What business value do you intend to deliver with that growth? If you work at a large enough company, either you or your manager will build a business case for it, even if it isn’t formal.
This is mainly because organisational growth is front loaded operational cost. You are making a bet: the cost is your increasing burn rate, the payoff is the business value you enable, and the plan (the answer to the why question) is the means by which you investigate the wager and then decide if indeed you do want to grow now and by how much.
We’ve seen the consequences of either poor or risky versions of this wager in the news recently, through layoffs - this is a whole topic onto itself though.
So back to it: why are you growing? Get very comfortable with the answer to this question, wether you, your manager or general manager owns the decision. Ultimately you are responsible for turning delivery need into delivery capacity. You should clearly understand what you intend to be able to deliver incremental to what you currently can deliver.
With that in mind…
What are the bounds of growth your engineering org can cope with?

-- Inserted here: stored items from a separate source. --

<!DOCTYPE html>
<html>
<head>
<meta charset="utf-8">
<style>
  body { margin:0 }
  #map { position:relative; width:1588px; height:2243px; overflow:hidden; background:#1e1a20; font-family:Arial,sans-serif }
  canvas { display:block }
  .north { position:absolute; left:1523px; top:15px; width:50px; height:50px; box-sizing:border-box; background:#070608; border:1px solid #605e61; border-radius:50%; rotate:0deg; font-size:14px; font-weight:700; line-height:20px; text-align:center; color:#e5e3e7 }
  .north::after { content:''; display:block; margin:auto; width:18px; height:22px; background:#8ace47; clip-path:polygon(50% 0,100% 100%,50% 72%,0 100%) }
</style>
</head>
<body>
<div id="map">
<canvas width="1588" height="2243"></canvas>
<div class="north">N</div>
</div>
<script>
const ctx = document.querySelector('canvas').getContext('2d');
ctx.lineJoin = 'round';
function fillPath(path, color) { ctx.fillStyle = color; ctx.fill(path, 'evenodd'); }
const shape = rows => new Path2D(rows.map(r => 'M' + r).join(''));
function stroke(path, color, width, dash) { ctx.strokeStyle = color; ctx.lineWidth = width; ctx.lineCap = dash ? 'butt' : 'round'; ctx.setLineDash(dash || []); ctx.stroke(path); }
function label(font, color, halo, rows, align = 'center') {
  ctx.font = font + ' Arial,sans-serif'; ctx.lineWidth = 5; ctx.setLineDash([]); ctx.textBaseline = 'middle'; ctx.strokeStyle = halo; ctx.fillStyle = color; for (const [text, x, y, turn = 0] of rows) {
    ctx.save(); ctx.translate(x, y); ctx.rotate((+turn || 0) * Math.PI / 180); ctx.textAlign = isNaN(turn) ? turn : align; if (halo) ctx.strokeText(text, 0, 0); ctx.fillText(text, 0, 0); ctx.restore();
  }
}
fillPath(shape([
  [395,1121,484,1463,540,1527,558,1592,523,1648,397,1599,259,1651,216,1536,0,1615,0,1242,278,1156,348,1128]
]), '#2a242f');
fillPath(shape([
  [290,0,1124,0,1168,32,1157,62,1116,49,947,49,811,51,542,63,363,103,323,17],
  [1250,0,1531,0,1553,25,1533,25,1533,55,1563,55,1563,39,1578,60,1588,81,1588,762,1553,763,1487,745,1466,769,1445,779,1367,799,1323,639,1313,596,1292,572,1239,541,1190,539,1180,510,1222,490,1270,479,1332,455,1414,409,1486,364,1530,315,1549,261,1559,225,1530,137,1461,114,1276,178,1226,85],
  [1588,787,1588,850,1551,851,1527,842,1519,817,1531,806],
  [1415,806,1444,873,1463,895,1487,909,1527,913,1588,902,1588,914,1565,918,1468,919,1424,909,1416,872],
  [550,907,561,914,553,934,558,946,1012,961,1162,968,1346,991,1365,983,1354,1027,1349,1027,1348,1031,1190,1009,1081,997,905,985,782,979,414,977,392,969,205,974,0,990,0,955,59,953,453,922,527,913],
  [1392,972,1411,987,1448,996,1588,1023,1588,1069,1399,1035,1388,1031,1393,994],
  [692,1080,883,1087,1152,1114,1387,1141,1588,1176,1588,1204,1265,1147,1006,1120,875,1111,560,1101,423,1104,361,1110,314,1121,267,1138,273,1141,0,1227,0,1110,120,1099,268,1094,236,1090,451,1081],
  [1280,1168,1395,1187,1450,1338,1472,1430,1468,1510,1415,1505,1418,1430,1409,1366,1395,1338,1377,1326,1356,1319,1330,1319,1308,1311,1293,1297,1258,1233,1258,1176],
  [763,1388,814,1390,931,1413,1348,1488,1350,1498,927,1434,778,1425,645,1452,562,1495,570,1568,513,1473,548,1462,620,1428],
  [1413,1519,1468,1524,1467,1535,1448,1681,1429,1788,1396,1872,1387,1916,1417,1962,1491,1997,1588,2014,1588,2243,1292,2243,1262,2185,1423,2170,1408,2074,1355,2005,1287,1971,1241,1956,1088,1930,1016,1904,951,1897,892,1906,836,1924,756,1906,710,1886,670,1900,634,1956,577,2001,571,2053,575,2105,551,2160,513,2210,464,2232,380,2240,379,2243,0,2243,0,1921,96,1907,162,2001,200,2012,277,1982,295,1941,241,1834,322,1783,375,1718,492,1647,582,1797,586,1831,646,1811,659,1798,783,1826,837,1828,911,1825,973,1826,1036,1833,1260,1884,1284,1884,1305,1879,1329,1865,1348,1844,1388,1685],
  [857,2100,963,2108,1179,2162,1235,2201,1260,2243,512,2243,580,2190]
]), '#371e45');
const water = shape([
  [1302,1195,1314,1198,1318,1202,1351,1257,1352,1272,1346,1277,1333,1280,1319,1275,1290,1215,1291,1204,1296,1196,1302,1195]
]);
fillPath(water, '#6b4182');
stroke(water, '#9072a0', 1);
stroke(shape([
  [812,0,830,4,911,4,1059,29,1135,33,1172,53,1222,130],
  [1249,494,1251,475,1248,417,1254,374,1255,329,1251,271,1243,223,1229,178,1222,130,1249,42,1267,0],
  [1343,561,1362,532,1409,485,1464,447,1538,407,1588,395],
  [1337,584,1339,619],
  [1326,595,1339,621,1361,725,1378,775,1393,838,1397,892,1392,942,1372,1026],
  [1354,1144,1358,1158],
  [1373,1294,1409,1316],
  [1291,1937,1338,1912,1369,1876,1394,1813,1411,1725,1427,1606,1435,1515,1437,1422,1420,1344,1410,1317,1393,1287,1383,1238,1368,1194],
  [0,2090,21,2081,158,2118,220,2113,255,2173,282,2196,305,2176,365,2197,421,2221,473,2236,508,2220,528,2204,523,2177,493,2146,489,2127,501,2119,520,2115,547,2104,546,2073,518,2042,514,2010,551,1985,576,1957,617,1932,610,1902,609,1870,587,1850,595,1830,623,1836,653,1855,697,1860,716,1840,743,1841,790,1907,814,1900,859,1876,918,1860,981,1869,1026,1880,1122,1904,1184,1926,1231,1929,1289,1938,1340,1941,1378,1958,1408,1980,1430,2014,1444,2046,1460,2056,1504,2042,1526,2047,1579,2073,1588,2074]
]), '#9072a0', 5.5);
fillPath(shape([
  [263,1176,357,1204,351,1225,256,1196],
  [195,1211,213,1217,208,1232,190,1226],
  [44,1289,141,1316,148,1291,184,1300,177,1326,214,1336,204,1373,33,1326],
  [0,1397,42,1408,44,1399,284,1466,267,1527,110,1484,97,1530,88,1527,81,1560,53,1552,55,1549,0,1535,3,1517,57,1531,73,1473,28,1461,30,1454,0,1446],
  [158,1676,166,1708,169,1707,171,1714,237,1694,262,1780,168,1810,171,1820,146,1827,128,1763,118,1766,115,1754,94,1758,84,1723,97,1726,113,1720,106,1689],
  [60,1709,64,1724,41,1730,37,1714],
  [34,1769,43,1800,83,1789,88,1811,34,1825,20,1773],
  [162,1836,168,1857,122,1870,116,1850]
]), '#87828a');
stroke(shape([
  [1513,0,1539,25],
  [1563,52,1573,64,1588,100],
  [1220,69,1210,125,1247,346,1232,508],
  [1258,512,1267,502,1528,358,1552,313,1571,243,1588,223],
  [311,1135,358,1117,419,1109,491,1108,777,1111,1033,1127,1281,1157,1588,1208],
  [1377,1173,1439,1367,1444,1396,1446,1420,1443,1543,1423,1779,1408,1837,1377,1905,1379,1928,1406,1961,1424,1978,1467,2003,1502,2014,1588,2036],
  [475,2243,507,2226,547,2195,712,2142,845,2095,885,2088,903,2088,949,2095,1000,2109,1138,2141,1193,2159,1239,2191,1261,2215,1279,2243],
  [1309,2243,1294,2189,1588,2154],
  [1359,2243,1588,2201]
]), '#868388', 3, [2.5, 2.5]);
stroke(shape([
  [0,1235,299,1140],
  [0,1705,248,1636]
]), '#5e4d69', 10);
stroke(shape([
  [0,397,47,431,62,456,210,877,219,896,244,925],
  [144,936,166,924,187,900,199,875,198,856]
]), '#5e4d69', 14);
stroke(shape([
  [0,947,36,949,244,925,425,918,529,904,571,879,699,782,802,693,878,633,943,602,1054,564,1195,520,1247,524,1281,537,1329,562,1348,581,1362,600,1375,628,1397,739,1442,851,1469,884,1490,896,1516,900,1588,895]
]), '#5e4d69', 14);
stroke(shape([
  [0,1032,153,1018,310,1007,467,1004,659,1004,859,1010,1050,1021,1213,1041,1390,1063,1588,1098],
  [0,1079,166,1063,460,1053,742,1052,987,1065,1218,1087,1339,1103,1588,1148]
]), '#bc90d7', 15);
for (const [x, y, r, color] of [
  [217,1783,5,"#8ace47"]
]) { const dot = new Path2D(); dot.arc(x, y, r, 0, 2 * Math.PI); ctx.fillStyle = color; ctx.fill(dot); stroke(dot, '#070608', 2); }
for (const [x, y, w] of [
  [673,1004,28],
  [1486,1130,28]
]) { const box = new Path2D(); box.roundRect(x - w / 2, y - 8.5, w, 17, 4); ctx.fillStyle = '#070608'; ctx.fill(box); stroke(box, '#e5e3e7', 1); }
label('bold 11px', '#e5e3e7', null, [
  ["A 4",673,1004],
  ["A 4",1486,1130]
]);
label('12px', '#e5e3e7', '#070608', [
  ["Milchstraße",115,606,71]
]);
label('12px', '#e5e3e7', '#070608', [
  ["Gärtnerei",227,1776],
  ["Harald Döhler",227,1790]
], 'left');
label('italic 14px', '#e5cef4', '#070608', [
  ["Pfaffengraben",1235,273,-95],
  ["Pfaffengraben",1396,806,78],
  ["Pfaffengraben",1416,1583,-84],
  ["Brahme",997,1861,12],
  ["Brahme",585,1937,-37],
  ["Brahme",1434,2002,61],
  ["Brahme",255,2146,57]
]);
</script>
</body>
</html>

Regardless of the delivery capacity you need to build that new value, your organisation has a bound on the growth it can sustain while remaining productive and taking on serious risk.
What is the fastest the organisation could grow and what is the slowest it could sustain - considering attrition and delivery expectations?
The first step: consider the speed at which you can grow. This will vary depending on the size of your team, but is a function of the number of people you can effectively onboard in parallel. You’ll usually want to consider:
- The speed at which a high quality hiring pipeline can put bums in seats
- Impact on your existing engineers and the teams they work in (given the investment you currently have in onboarding):
- engineers need to interview, and quite often your best engineers provide your most trusted signal. This implies there is a trade off between the speed of the hiring pipeline and the impact those engineers can have in their teams
- teams will need to onboard new joiners, doing this is a valuable investment but like any investment, there is a cost (mostly in terms of time) associated. There is a limit to the number of engineers a team can onboard in parallel
- Bottlenecks in cross functional teams. What are your ideal engineer to Product Manager, Engineering Manager, Data Science or Designer ratios? (Other disciplines may be more important for your case). Do those hiring pipelines operate at the same speed? If not, plan a little ahead, talk to your Product and Data peers!
Your engineering organisation can only grow as fast the number of high quality engineers it can attract, onboard and the cost (including short term impact loss) it’s prepared to pay.
The next step: consider what the expectations on delivery cadence over time are? That is, what do you need to deliver when, including right now.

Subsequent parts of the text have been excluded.